Saved data entries
════════════════
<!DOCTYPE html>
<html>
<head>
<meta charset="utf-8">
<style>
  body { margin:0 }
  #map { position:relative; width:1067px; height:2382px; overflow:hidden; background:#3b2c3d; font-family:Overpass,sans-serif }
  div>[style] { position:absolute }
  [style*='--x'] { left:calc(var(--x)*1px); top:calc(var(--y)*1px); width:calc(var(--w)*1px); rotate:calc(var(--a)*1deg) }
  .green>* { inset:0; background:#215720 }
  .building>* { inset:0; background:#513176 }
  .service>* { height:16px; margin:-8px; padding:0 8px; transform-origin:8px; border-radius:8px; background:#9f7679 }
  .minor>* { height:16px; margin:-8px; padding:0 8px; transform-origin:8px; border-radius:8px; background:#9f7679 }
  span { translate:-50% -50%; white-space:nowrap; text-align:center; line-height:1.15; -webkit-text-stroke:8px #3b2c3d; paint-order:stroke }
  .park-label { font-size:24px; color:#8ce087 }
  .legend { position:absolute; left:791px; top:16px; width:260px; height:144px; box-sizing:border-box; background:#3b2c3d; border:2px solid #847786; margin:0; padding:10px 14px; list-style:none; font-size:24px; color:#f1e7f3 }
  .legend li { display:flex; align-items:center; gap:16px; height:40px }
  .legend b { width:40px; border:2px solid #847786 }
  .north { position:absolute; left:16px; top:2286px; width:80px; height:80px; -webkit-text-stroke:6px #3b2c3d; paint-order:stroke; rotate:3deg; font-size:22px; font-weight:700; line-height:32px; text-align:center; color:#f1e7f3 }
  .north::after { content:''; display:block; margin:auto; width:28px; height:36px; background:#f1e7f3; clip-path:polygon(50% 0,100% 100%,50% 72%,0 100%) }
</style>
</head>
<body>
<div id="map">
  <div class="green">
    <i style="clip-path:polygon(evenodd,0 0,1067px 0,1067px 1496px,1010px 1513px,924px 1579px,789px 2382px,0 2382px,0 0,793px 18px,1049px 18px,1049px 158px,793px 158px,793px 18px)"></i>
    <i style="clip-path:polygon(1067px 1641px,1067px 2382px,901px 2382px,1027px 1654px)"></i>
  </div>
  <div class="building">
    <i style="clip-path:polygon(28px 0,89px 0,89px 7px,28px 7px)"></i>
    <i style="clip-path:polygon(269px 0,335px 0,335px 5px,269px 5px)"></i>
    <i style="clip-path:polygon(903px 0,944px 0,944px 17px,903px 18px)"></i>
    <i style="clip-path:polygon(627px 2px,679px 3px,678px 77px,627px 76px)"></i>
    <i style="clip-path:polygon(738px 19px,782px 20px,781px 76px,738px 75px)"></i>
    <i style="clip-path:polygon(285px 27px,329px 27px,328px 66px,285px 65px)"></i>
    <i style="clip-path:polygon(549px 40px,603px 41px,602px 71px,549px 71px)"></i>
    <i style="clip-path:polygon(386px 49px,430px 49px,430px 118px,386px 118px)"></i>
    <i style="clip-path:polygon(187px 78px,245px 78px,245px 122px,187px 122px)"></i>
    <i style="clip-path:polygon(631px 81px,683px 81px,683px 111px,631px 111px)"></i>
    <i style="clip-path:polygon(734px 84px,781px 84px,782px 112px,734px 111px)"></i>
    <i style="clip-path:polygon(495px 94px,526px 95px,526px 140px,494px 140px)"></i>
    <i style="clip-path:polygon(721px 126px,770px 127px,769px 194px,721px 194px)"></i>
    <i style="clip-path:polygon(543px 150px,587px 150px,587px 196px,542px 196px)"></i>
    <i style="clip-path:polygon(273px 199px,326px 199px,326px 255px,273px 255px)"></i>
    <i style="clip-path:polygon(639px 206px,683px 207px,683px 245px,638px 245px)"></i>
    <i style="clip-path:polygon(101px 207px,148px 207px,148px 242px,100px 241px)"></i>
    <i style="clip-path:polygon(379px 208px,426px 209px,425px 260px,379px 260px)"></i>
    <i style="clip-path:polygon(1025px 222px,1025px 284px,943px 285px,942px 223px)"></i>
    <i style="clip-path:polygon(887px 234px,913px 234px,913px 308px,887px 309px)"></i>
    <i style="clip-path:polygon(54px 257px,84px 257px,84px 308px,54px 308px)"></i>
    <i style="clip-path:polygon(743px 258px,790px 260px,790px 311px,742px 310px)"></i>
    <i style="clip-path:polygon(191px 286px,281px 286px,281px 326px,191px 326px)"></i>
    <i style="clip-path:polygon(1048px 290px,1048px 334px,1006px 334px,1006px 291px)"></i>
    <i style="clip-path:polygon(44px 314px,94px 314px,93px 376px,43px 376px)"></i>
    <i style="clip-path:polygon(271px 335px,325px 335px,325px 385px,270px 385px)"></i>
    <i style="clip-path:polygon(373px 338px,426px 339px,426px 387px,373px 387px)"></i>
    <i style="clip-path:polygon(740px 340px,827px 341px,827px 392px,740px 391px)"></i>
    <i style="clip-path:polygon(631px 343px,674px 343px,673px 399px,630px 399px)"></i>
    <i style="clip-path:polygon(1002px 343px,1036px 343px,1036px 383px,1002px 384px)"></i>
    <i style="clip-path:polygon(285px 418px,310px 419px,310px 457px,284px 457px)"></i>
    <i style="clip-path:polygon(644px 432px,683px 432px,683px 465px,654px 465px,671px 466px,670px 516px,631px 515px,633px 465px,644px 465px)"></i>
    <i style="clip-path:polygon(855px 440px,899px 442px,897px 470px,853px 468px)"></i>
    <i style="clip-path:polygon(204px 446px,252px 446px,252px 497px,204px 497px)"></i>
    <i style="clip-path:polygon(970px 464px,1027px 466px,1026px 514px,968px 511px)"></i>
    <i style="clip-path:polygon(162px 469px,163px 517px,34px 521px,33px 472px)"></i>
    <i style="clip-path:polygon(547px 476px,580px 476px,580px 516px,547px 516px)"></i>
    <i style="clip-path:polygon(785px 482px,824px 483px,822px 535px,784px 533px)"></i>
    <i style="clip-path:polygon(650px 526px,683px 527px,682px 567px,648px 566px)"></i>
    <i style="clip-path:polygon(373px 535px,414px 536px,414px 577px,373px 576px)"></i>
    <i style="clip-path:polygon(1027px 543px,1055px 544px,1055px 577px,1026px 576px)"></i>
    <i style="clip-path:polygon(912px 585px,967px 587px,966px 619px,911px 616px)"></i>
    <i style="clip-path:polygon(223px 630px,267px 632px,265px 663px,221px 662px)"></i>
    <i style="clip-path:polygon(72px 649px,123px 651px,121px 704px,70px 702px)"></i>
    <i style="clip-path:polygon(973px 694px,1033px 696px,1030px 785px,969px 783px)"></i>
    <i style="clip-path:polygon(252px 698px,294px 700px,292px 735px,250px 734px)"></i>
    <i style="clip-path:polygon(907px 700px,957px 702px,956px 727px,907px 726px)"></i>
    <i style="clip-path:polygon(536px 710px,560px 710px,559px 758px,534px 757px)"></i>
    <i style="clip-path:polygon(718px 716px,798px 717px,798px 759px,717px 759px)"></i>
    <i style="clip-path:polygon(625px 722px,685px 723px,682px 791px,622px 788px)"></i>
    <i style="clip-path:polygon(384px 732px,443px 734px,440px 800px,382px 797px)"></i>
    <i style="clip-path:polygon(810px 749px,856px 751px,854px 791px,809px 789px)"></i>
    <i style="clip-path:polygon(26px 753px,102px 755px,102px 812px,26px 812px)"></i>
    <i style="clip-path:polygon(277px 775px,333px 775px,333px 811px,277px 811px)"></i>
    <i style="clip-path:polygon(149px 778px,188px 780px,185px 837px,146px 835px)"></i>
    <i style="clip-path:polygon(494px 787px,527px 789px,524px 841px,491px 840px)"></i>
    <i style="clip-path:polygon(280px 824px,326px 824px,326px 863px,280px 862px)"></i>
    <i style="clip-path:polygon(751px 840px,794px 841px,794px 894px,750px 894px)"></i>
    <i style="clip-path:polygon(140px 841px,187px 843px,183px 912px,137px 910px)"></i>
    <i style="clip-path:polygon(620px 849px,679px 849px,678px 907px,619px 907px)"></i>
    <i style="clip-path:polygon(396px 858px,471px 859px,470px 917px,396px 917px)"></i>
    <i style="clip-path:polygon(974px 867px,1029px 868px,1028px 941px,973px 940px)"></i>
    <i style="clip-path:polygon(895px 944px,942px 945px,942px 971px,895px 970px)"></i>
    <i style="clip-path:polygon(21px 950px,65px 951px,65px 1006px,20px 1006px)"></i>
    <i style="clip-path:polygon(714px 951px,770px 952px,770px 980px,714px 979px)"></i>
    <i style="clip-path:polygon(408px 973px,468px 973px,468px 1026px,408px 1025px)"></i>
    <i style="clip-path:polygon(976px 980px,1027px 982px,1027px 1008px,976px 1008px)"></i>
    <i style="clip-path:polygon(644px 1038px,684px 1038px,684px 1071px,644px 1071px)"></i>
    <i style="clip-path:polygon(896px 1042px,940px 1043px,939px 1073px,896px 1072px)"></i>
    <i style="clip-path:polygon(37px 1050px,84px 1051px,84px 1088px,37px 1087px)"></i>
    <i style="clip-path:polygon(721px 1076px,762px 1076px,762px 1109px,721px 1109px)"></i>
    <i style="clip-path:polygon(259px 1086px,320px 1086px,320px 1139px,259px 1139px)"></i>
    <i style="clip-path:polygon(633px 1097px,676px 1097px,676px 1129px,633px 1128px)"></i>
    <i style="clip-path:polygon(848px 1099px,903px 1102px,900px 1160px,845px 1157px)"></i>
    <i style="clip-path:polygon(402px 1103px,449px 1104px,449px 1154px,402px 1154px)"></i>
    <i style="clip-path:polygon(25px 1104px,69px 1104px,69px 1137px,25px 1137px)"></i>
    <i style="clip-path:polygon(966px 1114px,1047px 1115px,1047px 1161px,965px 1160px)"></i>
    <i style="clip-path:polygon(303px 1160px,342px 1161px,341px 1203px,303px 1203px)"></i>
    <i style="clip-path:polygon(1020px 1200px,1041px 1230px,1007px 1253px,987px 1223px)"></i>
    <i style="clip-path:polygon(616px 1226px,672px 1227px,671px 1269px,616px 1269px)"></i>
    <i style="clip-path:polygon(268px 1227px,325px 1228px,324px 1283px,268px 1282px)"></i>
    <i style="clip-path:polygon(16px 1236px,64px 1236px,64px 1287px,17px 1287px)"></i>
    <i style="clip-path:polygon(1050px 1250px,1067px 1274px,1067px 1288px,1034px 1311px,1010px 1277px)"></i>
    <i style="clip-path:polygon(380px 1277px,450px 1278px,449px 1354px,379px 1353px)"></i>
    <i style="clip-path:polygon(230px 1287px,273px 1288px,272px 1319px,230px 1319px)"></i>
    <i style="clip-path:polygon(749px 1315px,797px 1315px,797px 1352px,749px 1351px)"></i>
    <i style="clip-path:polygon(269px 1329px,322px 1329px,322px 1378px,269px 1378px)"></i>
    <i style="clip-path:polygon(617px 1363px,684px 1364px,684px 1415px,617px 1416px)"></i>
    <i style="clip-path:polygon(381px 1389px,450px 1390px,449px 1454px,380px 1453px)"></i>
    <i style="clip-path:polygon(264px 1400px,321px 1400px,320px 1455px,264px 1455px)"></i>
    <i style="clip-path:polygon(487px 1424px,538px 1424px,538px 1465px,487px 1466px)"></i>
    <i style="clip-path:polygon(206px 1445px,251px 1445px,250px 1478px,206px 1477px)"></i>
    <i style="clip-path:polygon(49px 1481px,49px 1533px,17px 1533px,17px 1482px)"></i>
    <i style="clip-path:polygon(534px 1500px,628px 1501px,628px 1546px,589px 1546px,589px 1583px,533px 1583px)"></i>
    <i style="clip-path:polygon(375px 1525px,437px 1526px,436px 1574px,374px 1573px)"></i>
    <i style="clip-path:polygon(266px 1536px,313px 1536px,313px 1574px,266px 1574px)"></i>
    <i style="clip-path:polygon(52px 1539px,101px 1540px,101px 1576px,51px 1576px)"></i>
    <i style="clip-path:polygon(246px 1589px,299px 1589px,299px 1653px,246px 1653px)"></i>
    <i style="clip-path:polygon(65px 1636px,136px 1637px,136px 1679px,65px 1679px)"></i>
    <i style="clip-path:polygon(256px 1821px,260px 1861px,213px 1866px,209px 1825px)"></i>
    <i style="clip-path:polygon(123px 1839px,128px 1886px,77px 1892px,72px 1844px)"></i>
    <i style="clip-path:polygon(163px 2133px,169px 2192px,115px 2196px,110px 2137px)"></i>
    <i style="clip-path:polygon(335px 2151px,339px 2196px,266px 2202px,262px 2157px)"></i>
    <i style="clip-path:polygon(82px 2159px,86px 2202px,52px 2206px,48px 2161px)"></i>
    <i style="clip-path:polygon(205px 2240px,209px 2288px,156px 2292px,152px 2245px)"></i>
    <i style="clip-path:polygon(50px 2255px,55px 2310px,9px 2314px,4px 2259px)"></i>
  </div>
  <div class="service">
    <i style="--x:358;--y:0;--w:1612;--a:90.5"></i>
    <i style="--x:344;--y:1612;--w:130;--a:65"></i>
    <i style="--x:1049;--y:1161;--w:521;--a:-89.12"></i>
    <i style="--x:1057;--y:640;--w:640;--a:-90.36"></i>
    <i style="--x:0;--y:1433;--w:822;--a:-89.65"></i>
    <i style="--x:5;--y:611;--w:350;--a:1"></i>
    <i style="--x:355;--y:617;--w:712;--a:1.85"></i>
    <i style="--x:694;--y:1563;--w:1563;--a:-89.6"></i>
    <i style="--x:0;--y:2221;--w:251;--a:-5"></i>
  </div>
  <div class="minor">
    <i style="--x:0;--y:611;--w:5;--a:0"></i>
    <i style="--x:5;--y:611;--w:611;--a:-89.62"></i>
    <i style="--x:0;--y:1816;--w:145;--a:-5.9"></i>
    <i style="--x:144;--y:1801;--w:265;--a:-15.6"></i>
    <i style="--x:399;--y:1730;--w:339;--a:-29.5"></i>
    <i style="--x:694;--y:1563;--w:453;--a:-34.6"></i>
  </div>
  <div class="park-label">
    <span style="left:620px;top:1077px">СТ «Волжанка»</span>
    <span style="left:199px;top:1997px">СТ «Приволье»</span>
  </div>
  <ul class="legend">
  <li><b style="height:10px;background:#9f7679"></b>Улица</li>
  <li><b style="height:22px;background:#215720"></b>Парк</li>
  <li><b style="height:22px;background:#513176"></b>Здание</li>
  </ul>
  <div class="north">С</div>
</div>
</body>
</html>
════════════════
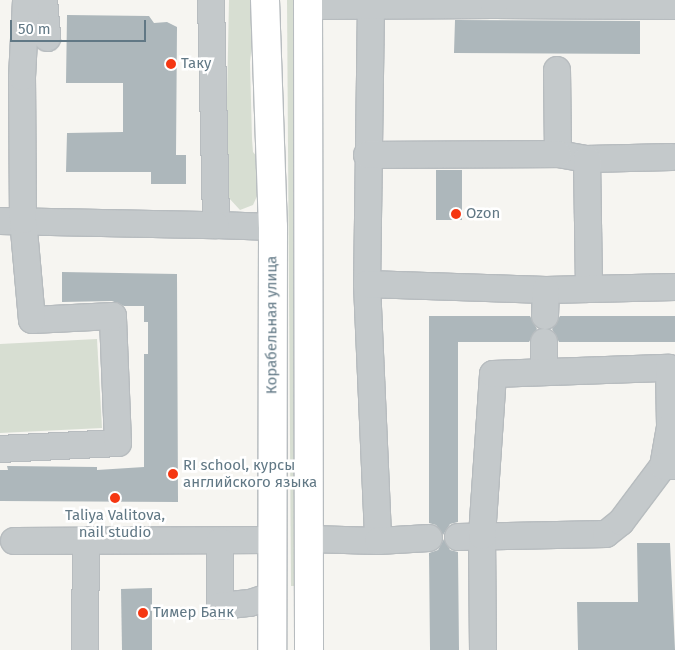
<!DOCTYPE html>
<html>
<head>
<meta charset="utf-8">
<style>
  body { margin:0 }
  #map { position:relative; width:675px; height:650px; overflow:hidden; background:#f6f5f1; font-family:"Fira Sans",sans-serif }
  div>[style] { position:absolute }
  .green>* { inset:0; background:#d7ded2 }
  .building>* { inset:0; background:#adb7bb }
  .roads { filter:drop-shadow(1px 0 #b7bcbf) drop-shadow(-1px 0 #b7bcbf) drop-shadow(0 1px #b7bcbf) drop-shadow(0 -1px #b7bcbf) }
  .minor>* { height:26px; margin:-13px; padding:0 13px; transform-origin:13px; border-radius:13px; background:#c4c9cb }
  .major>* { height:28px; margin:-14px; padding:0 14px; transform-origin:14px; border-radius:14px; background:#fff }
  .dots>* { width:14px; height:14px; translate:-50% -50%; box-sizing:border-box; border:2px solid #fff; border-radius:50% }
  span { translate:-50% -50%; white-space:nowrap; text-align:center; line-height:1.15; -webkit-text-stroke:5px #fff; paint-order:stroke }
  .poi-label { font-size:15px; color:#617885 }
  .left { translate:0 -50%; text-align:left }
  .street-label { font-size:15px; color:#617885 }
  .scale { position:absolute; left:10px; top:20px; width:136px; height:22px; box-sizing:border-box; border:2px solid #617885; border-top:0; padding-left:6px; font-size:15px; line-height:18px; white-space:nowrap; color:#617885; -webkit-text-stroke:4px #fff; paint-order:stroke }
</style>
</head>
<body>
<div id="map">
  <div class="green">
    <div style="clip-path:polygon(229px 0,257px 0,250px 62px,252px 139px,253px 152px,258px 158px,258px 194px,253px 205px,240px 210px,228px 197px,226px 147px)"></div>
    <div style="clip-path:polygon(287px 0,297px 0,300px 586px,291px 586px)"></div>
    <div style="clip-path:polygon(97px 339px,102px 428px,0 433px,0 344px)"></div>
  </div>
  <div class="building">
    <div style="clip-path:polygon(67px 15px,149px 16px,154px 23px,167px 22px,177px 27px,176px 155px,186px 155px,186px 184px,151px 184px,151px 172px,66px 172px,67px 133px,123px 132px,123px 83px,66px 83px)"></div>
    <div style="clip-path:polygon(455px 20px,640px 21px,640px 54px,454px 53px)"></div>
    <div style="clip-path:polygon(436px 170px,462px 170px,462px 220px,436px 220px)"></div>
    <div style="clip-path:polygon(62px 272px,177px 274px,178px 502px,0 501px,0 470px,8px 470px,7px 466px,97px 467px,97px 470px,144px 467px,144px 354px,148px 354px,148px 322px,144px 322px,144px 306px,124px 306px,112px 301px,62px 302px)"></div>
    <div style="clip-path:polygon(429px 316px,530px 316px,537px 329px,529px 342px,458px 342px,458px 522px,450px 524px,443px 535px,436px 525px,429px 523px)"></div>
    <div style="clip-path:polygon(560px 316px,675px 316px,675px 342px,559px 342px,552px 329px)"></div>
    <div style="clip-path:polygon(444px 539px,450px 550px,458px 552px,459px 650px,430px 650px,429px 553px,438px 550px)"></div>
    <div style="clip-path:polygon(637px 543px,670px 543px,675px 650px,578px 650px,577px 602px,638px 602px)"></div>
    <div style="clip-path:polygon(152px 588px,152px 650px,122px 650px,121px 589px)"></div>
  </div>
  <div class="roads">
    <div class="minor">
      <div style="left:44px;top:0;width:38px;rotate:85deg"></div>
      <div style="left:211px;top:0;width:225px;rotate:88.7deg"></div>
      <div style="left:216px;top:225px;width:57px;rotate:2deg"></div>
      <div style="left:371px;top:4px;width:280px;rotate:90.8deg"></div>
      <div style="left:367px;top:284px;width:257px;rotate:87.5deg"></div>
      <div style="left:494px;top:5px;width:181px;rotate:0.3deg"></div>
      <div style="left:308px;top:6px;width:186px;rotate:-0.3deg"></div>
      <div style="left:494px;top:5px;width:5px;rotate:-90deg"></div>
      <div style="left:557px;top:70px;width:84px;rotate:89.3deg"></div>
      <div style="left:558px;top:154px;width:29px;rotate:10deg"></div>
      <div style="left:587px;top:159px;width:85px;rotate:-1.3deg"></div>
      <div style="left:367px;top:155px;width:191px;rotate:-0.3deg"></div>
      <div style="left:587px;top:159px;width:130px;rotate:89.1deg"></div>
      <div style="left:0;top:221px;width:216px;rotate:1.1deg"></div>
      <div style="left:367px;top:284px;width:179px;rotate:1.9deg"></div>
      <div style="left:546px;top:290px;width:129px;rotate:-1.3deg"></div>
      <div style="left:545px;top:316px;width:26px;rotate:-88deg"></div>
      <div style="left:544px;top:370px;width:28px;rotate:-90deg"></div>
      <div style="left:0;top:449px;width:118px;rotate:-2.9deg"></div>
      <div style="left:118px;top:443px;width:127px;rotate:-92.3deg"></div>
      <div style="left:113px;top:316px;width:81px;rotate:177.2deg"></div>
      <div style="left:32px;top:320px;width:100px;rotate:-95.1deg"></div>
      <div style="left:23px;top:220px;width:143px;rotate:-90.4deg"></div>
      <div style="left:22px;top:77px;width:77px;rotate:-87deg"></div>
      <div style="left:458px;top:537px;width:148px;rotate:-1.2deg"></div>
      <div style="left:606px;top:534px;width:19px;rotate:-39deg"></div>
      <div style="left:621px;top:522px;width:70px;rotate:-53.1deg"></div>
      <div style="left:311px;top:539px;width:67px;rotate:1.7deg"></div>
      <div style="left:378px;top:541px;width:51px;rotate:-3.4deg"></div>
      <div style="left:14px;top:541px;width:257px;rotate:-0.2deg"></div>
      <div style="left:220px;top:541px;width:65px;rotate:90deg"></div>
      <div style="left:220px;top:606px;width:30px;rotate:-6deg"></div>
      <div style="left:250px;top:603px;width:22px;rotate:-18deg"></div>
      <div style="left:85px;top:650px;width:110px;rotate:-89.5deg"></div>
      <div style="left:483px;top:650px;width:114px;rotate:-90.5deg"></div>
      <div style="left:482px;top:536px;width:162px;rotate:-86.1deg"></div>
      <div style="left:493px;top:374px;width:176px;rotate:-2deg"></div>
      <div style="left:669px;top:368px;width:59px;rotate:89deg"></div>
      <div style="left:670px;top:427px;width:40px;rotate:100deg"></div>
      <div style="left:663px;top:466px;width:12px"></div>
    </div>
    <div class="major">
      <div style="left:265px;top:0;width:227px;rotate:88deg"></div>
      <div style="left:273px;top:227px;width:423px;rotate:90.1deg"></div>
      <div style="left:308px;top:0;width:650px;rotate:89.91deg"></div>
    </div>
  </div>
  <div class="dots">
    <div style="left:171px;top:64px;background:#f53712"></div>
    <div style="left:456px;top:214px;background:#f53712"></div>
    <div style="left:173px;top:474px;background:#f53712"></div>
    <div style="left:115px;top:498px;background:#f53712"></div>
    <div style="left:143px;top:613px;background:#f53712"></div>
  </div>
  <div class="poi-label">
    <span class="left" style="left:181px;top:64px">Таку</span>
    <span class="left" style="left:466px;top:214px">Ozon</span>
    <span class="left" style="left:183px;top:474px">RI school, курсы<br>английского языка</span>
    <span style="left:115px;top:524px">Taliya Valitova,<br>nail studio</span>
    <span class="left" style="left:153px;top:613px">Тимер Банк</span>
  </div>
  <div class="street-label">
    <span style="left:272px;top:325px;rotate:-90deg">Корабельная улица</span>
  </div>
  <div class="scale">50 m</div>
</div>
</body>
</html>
════════════════
ASSIGNED TASK = Search the records for lines holding the word "serif", then copy each line you find.

SOLUTION TO THIS PROBLEM =
  #map { position:relative; width:1067px; height:2382px; overflow:hidden; background:#3b2c3d; font-family:Overpass,sans-serif }
  #map { position:relative; width:675px; height:650px; overflow:hidden; background:#f6f5f1; font-family:"Fira Sans",sans-serif }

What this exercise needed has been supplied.